Fellow British Labour MEP Julie Ward said that in the run-up to Tuesday’s crucial vote, Parliament had “found its voice on Brexit.”
“While the Conservative Government is in utter paralysis, proper debate, scrutiny and accountability is alive and well in the House of Commons on this defining issue,” she added.
“If Parliament cannot decide on how we withdraw from the European Union, without pushing the country off a no-deal cliff edge, then Article 50 must be extended for the sake of all parties, and then the public must be given their chance to have a final say on the direction of our future relationship with the EU" Julie Ward MEP
Ward also agreed on the need to extend Article 50 and give the British public a chance to have a final say.
“If Parliament cannot decide on how we withdraw from the European Union, without pushing the country off a no-deal cliff edge, then Article 50 must be extended for the sake of all parties, and then the public must be given their chance to have a final say on the direction of our future relationship with the EU."
‘UNFORGIVABLE BREACH OF TRUST’
Over the weekend, Theresa May addressed the British people in the Sunday Express newspaper asaying, “When you turned out to vote in the referendum, you did so because you wanted your voice to be heard. Some of you put your trust in the political process for the first time in decades. We cannot - and must not - let you down.”

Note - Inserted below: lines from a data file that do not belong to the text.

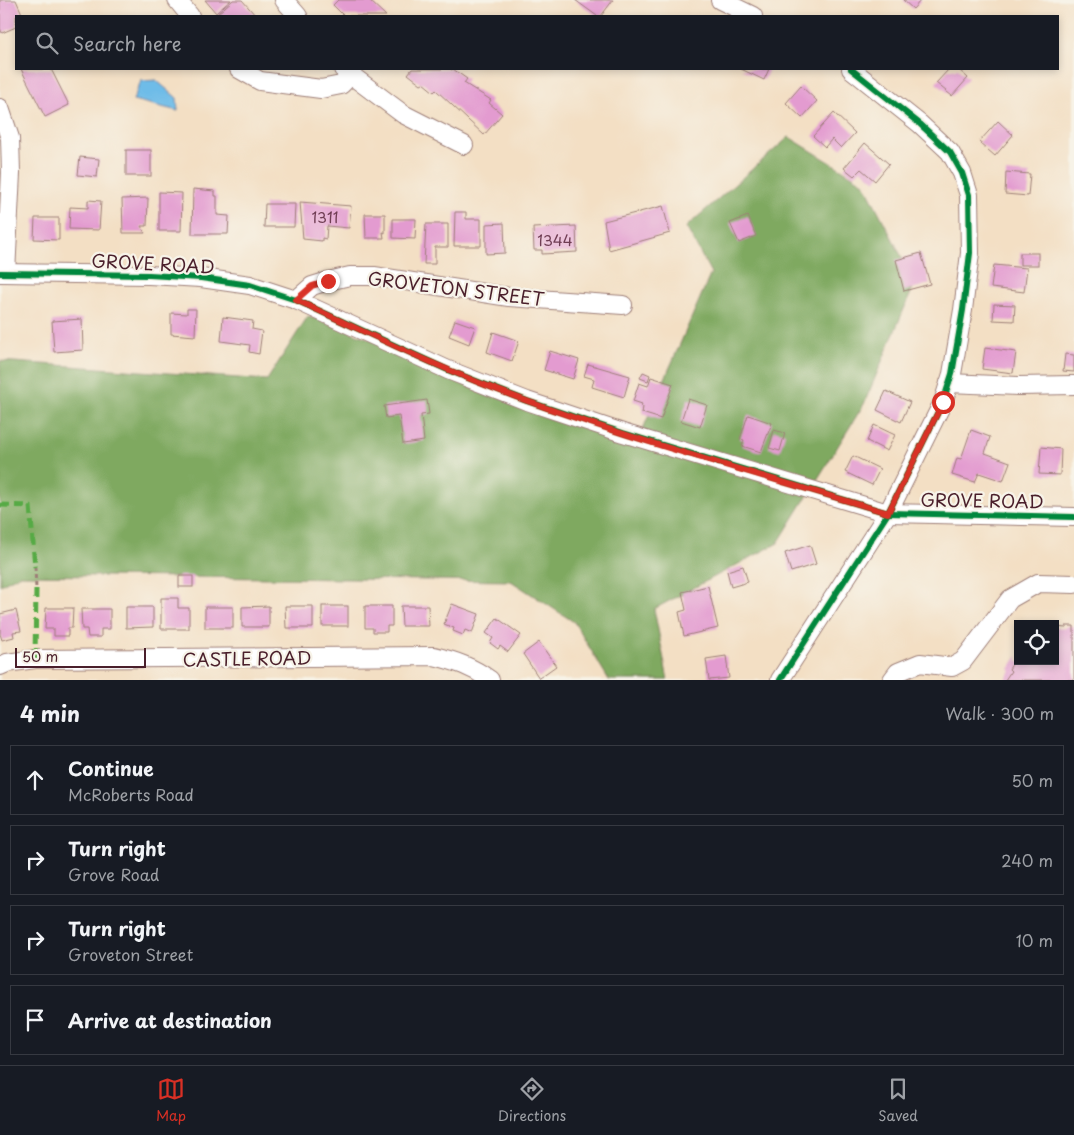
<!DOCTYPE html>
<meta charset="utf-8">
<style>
body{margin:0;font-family:"Playpen Sans",sans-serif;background:#20242c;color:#f1f3f6}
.controls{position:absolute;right:15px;bottom:15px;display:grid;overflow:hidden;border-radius:0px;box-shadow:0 2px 8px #0003}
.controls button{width:45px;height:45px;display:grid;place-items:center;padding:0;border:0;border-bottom:1px solid #363941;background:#171b24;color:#f1f3f6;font:25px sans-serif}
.scale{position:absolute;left:15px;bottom:12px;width:131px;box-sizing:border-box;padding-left:5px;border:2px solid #4a1f2b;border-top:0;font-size:14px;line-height:18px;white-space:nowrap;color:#4a1f2b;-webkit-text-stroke:4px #f7f3e8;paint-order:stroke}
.stop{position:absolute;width:15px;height:15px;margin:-11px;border:4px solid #d93025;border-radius:50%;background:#fff}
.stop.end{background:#d93025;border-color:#fff;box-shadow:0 1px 5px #0008}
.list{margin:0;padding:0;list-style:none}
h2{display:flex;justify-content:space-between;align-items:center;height:65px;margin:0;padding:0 20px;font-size:21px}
h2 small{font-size:16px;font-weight:400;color:#9ea1a6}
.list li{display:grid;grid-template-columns:32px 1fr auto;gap:15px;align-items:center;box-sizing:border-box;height:70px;margin:0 10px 10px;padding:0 10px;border:1px solid #363941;border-radius:0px}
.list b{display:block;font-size:19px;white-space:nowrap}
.list p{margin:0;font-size:16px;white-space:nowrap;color:#9ea1a6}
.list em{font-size:16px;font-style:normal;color:#9ea1a6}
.icon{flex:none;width:28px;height:28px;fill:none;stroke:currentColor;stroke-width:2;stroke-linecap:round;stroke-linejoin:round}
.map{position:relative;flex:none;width:1074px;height:680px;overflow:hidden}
.search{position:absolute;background:#171b24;box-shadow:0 2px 8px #0003;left:15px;right:15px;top:15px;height:55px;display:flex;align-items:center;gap:12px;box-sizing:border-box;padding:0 18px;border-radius:0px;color:#9ea1a6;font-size:19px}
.sheet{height:385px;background:#171b24}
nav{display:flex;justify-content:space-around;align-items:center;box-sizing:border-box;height:70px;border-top:1px solid #363941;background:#171b24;font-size:14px;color:#9ea1a6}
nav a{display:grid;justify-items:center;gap:2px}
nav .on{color:#d93025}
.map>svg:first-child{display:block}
.forest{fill:#7fa961;stroke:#646446}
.water{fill:#6ebce8;stroke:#5c6e8a}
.building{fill:#e39bd0}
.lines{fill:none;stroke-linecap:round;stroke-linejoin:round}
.minor-casing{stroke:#9e7f78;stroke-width:20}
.path{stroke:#9e7f78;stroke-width:3;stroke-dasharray:4 4;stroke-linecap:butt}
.minor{stroke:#fff;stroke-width:18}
.quiet{stroke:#57aa44;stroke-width:5;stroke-dasharray:10 5;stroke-linecap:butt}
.cycleway-casing{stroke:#f7f3e8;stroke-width:9}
.cycleway{stroke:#00873e;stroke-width:6}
.route{stroke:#d93025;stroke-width:6}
.labels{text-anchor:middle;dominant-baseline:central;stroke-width:4.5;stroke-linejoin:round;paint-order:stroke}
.number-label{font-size:15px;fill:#703e54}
.street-label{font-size:18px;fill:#4a1f2b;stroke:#f7f3e8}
</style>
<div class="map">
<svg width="1074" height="680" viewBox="0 0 1074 680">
<rect width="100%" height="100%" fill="#f7f3e8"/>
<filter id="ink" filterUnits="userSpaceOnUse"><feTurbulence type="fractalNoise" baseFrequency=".02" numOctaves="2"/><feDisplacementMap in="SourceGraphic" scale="10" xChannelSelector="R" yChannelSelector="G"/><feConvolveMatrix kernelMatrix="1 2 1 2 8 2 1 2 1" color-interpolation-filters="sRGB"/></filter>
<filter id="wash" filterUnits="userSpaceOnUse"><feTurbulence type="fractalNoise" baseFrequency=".0096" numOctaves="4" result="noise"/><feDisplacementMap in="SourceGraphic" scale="20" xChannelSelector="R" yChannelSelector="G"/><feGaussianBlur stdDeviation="1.12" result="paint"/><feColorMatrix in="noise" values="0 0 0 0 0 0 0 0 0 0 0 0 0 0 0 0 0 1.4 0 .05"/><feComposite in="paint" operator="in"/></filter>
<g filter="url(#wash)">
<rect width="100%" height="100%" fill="#f3dfc4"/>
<!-- forest -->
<path class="forest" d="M789,137l75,46 51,100 -51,121 -86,139 -124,66 14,71h-59l-35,-58 -63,-41 -492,-6 -19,10v-224l267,19 41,-64 331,122 72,-165 -25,-46z"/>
<!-- water -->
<path class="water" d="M156,80l21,18 1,13 -45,-11 8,-19z"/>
<g id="blocks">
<!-- building -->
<g class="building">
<path d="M0,0h16l7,16h-7v11l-14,6 -2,-5z"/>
<path d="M205,0h26l-15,13z"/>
<path d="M233,0h9l14,16h-37l-2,-2z"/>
<path d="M338,0h31l17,16h-42l-11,-11z"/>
<path d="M575,0h38l-12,16h-4z"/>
<path d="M903,0h18l-8,9z"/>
<path d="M21,69h30l18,36 -24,12z"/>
<path d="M412,69h38l2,1 1,-1 14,10 -3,4 27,17 -2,3 13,11 -18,21 -48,-45 -2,2 -11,-9 -2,1 -13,-10z"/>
<path d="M741,69h28l-5,11z"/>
<path d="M949,69h9l10,9 -16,18 -16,-13z"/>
<path d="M801,86l16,15 -15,17 -16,-15z"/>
<path d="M834,113l21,20 -14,15 -9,-9 -7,8 -12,-11z"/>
<path d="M998,121l15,14 -18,21 -16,-14z"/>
<path d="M865,143l24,21 -14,17 -14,-12 -7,7 -10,-8z"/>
<rect x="126" y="150" width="25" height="26"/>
<path d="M80,157l19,2 -2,18 -19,-2z"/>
<path d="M1006,172l24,2 -2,22 -23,-2z"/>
<path d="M193,189l22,2v5h2v19l12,1 -1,18h-36z"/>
<path d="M159,192l23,1 -1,38h-22z"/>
<path d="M148,198l-1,28h-6l4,7h-22l-1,-34z"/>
<path d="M88,200l13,1 -2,29 -30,-1 1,-22 18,1z"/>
<path d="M300,202l51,4 -2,22 -22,-2 -1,13 -4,-1v3l-19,-2z"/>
<path d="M265,204h30l-1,23h-30z"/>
<path d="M663,206l7,27 -61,17 -5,-29z"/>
<path d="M455,212h11v7h15v27h-27z"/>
<path d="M365,214h20v19l-2,-1 1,6h-18z"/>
<path d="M748,216l8,20 -17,7 -9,-20z"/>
<path d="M35,218h24v22l-25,-1z"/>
<path d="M393,219h23l-1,20 -22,-1z"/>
<path d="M504,223l1,30 -19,1v-30z"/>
<path d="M426,224h22v23h-13v17h-11z"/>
<path d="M576,226l1,26 -35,2v-4h-8l-1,-22z"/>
<path d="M921,253l9,31 -26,7 -8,-31z"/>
<rect x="1020" y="253" width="18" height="12"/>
<path d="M994,265l33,3 -3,24 -33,-4z"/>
<path d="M994,304l21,1 -1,16 -21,-1z"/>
<path d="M187,309h9l-1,27 -24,-2v-21l16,1z"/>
<path d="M223,317l30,4 -1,8 10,2 -3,23 -10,-2 1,-7 -29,-4z"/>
<path d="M82,319l1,31 -29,2 -2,-31z"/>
<path d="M455,320l20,7 -6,17 -20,-8z"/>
<path d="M493,332l26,9 -7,20 -25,-9z"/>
<path d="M985,348l31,4 -3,21 -31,-4z"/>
<path d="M550,351l29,9 -6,19 -29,-9z"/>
<path d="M1065,354l9,1v17l-11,-1z"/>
<path d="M588,364l42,12 -6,21 -32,-10 2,-8 -10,-3z"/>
<path d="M643,372l7,3 -2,6 -8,-3z"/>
<path d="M651,377l22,7 -12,35 -19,-6 1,-6 -2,-1 1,-2 -9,-3 6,-18 9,3z"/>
<path d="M886,391l24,11 -9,20 -24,-12z"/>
<path d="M688,399l19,6 -7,22 -19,-6z"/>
<path d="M427,400l2,14 -8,1 3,26 -21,3 -4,-28 -13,2 -2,-12z"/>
<path d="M748,415l24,8 -11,29 -19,-6 2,-6 -4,-1z"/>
<path d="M874,425l21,10 -8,16 -20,-10z"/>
<path d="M774,430l11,3 -5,18 -11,-3z"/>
<path d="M971,430l19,7 -5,16 25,9 -7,19 -24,-8 -4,9 -23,-7 5,-17 4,1z"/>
<path d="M1041,447l20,2 -1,26 -21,-1z"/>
<path d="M853,456l27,13 -8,16 -27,-13z"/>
<path d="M810,545l6,19 -25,8 -6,-19z"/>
<path d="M743,566l5,16 -17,5 -4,-16z"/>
<rect x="179" y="576" width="14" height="11"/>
<path d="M708,586l10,42 -34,8 -5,-24 7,-2 -4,-18z"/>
<path d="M161,598h17v10h11v21h-28z"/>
<path d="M452,604l27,10 -7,19 -7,-3 -2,5 -10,-4 1,-3 -10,-4z"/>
<path d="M269,606v21h-27v-20z"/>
<path d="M285,606h28v22h-27z"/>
<rect x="322" y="606" width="26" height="20"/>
<path d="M365,606h27v20h-5v6h-14v-4h-8z"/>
<path d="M401,606h27l1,20h-27z"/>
<path d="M126,607h27v20l-27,1z"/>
<rect x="205" y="607" width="28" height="21"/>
<path d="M46,608h27l-1,20h-4v8h-14v-7h-9z"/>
<path d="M81,609h29v20h-9v8h-13l-1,-8h-5z"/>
<path d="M16,610l5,21 -8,1 1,5 -12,3 -2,-6v-20z"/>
<path d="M497,618l24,17 -13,17 -8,-6 -2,3 -8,-6 3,-5 -7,-5z"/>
<path d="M1066,626h8v54h-69l6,-9 -2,-2 9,-13v5h37v-34l11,1z"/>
<path d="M539,642l17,24 -17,12 -16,-24z"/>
<path d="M726,656l3,22 -20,2 -3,-21z"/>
</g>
</g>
</g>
<g filter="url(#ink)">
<use href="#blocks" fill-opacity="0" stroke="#9e7f78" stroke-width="1"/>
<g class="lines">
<!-- minor casing -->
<g class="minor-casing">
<g id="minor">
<path d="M177,0l13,16"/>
<path d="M284,0l14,16"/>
<path d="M720,0l33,16"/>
<path d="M239,69l21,12 61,8 20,-4 10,-10"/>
<path d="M343,69l60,45 61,31"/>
<path d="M0,108l10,30 1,35 -5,100"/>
<path d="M0,273l149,2 52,3 49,7 46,15 152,70 79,31 96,32 265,80 186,4"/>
<path d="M296,300l16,-14 16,-5 22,-5h24l135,21 114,8"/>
<path d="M949,383l69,3 56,-1"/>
<path d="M0,666l7,-3 28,-4 399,-3c21,5 39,11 56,24"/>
<path d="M780,680l108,-167 55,-111 9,-28 11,-64 7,-57 -1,-58 -7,-22 -12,-21 -30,-28 -69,-55"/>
<path d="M892,680l6,-8 22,-9 32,4 11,-6 47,-62 28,-16 36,1"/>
</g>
</g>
<!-- path -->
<path class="path" d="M35,567l1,22"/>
<!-- minor -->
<use href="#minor" class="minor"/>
<!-- quiet -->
<g class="quiet">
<path d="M0,505l30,1 5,61"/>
<path d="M35,659l1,-70"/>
</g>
<!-- cycleway casing -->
<g class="cycleway-casing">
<g id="cycleway">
<path d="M0,273l149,2 52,3 49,7 46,15 152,70 79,31 96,32 265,80 186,4"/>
<path d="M780,680l108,-167 55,-111 9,-28 11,-64 7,-57 -1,-58 -7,-22 -12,-21 -30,-28 -69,-55"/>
</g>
</g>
<!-- cycleway -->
<use href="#cycleway" class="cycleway"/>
</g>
</g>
<g class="lines" filter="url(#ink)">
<!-- route -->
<path class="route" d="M328,281l-16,5 -16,14c76,35 152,73 231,101 119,43 240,76 361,112l55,-111"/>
</g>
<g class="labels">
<!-- number labels -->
<g class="number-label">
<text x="325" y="216">1311</text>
<text x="555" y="239">1344</text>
</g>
<!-- street labels -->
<g class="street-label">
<text transform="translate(153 263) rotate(3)">GROVE ROAD</text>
<text transform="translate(456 288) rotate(7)">GROVETON STREET</text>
<text transform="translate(982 500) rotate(1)">GROVE ROAD</text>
<text transform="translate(247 658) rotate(-1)">CASTLE ROAD</text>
</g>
</g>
</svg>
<div class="controls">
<button><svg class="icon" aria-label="locate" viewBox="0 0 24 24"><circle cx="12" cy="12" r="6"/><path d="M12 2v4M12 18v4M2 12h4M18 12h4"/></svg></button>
</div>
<div class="scale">50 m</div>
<div class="stop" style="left:943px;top:402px"></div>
<div class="stop end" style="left:328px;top:281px"></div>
<div class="search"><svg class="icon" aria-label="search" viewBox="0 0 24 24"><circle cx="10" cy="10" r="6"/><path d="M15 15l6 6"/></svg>Search here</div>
</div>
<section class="sheet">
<h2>4 min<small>Walk · 300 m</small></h2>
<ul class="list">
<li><svg class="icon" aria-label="ahead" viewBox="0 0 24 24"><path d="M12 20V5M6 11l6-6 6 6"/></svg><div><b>Continue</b><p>McRoberts Road</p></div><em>50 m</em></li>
<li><svg class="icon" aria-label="right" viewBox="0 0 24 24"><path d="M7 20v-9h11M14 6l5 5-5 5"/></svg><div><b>Turn right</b><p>Grove Road</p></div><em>240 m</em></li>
<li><svg class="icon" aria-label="right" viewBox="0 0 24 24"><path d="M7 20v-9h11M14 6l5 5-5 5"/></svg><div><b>Turn right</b><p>Groveton Street</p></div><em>10 m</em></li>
<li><svg class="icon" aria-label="arrive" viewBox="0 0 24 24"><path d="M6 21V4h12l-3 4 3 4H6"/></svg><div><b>Arrive at destination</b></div></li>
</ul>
</section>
<nav>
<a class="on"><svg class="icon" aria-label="map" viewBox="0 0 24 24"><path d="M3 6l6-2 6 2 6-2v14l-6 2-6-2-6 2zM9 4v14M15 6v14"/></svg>Map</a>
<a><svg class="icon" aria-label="directions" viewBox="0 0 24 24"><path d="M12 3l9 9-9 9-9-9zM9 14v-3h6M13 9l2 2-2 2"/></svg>Directions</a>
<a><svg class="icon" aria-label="saved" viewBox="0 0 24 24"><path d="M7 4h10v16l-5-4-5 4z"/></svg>Saved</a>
</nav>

“Doing so would be a catastrophic and unforgivable breach of trust in our democracy. So my message to Parliament this weekend is simple: it is time to forget the games and do what is right for our country."
However UK Labour MEP Seb Dance said on Monday, “May’s case is flawed. She states there is a duty to honour the referendum but wants Parliament to vote for something that doesn’t deliver what was promised. The referendum didn’t happen in a vacuum - people voted on what they were sold and what they were sold was not May’s Deal.”
With May’s Brexit deal likely to be rejected by MPs, talk is now focusing on either a general election or a so-called second referendum “People’s Vote.”
“If we can’t get an election, we must move immediately to supporting a People’s Vote, with the option of remaining in the EU. That could happen quickly, and would require a short extension of Article 50, before – I hope – it is revoked and we stay as a member state of the EU" Catherine Stihler MEP
Speaking of the possibility of a UK general election, Catherine Stihler said, “A general election will prove very difficult to get through Parliament, and I’m also concerned about what Labour would offer during any election campaign.”
“To continue with Brexit would be a betrayal of our voters,” she added.
Stihler went on to say,“If we can’t get an election, we must move immediately to supporting a People’s Vote, with the option of remaining in the EU. That could happen quickly, and would require a short extension of Article 50, before – I hope – it is revoked and we stay as a member state of the EU.”
As things stand in Parliament, of a total 650 votes, around 110 are thought to be in favour of a no-deal Brexit; around 225 in favour of the Prime Minister’s deal, while some 300 are thought to be plumping for a second Brexit referendum.
A DEAD DEAL
Denis MacShane, a former British Europe Minister, said, “The vast majority of MPs pro- and anti-Brexit, Conservative, Labour, Scottish Nationalists and Lib-Dems who examined [Theresa May’s Brexit] deal in November and December decided they could not vote for it.”
“So if her deal is dead what can happen? Any number of proposals have been floated: Labour wants a general election but there is no majority in the Commons to grant [Jeremy] Corbyn his wish. Others want a new referendum or People’s Vote. But so far only nine Tory MPs and 60-70 Labour MPs in a Commons of 650 MPs back a new referendum.”
"The people of Ireland north and south did not want Brexit and we will not be the collateral damage in this British exercise in self harm" Martina Anderson MEP
He went on, “Others suggest a simple revocation of the Article 50 letter announcing withdrawal. This is clean and surgical but means Mrs May and Mr Corbyn repudiating their constant refrain that the Brexit referendum result must be respected.”
MacShane added, “Some hope for a three or six-month extension to delay a final departure due on 29 March. But it is unclear what such an extension or delay would achieve. Would Britain participate in the European Parliament elections in May? The 73 British MEP seats have already been redistributed.”
NORTHERN IRISH PERSPECTIVE
Sinn Féin MEP for Northern Ireland, Martina Anderson, pointed out that the Democratic Unionist Party (DUP) - hardline Brexiteers - do not represent the views of the people from the north of Ireland.
"The majority of the people here voted to remain and they see the backstop as the bottom line, the least worst option, as something that is absolutely necessary to have as a safety net against this Brexit mess brought us upon by a civil war in the Tory party," Anderson said.
"The backstop needs to be protected in this Withdrawal Agreement if we are to avoid a hard border in Ireland and to protect the Good Friday Agreement which is the bedrock of our peace process. The people of Ireland north and south did not want Brexit and we will not be the collateral damage in this British exercise in self harm," she added.